■ Brief
Images should be left out, and everything else in the listing reproduced exactly.

■ The data
++++++++
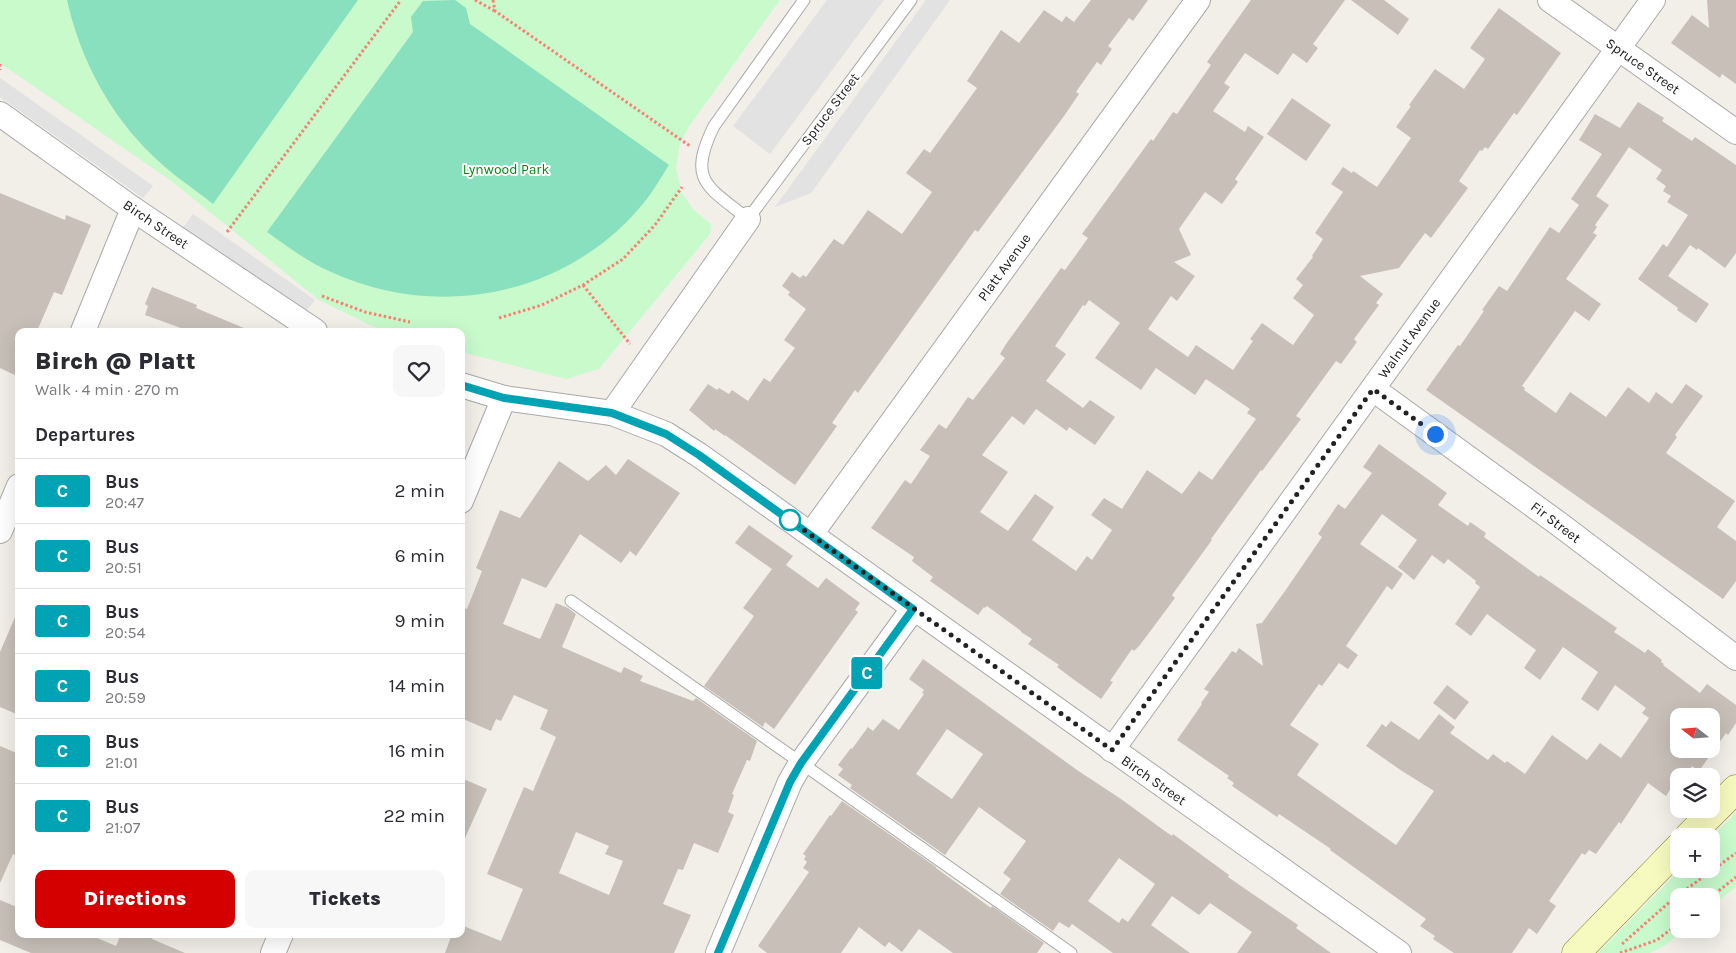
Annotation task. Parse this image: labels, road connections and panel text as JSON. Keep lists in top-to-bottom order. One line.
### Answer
{"streets":{"street":["Spruce Street","Birch Street","Platt Avenue","Walnut Avenue","Fir Street"]},"crossings":[["Spruce Street","Birch Street"],["Spruce Street","Walnut Avenue"],["Birch Street","Platt Avenue"],["Birch Street","Walnut Avenue"],["Walnut Avenue","Fir Street"]],"parks":["Lynwood Park"],"lines":["bus line C"],"north":"left","page":{"on_map":"C","heading":[["Birch @ Platt","Walk · 4 min · 270 m"],"Departures"],"list":[{"mark":"C","name":"Bus","note":"20:47","value":"2 min"},{"mark":"C","name":"Bus","note":"20:51","value":"6 min"},{"mark":"C","name":"Bus","note":"20:54","value":"9 min"},{"mark":"C","name":"Bus","note":"20:59","value":"14 min"},{"mark":"C","name":"Bus","note":"21:01","value":"16 min"},{"mark":"C","name":"Bus","note":"21:07","value":"22 min"}],"map_buttons":["+","−"],"buttons":["Directions","Tickets"]}}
++++++++
■ Response
Annotation task. Parse this image: labels, road connections and panel text as JSON. Keep lists in top-to-bottom order. One line.
### Answer
{"streets":{"street":["Spruce Street","Birch Street","Platt Avenue","Walnut Avenue","Fir Street"]},"crossings":[["Spruce Street","Birch Street"],["Spruce Street","Walnut Avenue"],["Birch Street","Platt Avenue"],["Birch Street","Walnut Avenue"],["Walnut Avenue","Fir Street"]],"parks":["Lynwood Park"],"lines":["bus line C"],"north":"left","page":{"on_map":"C","heading":[["Birch @ Platt","Walk · 4 min · 270 m"],"Departures"],"list":[{"mark":"C","name":"Bus","note":"20:47","value":"2 min"},{"mark":"C","name":"Bus","note":"20:51","value":"6 min"},{"mark":"C","name":"Bus","note":"20:54","value":"9 min"},{"mark":"C","name":"Bus","note":"20:59","value":"14 min"},{"mark":"C","name":"Bus","note":"21:01","value":"16 min"},{"mark":"C","name":"Bus","note":"21:07","value":"22 min"}],"map_buttons":["+","−"],"buttons":["Directions","Tickets"]}}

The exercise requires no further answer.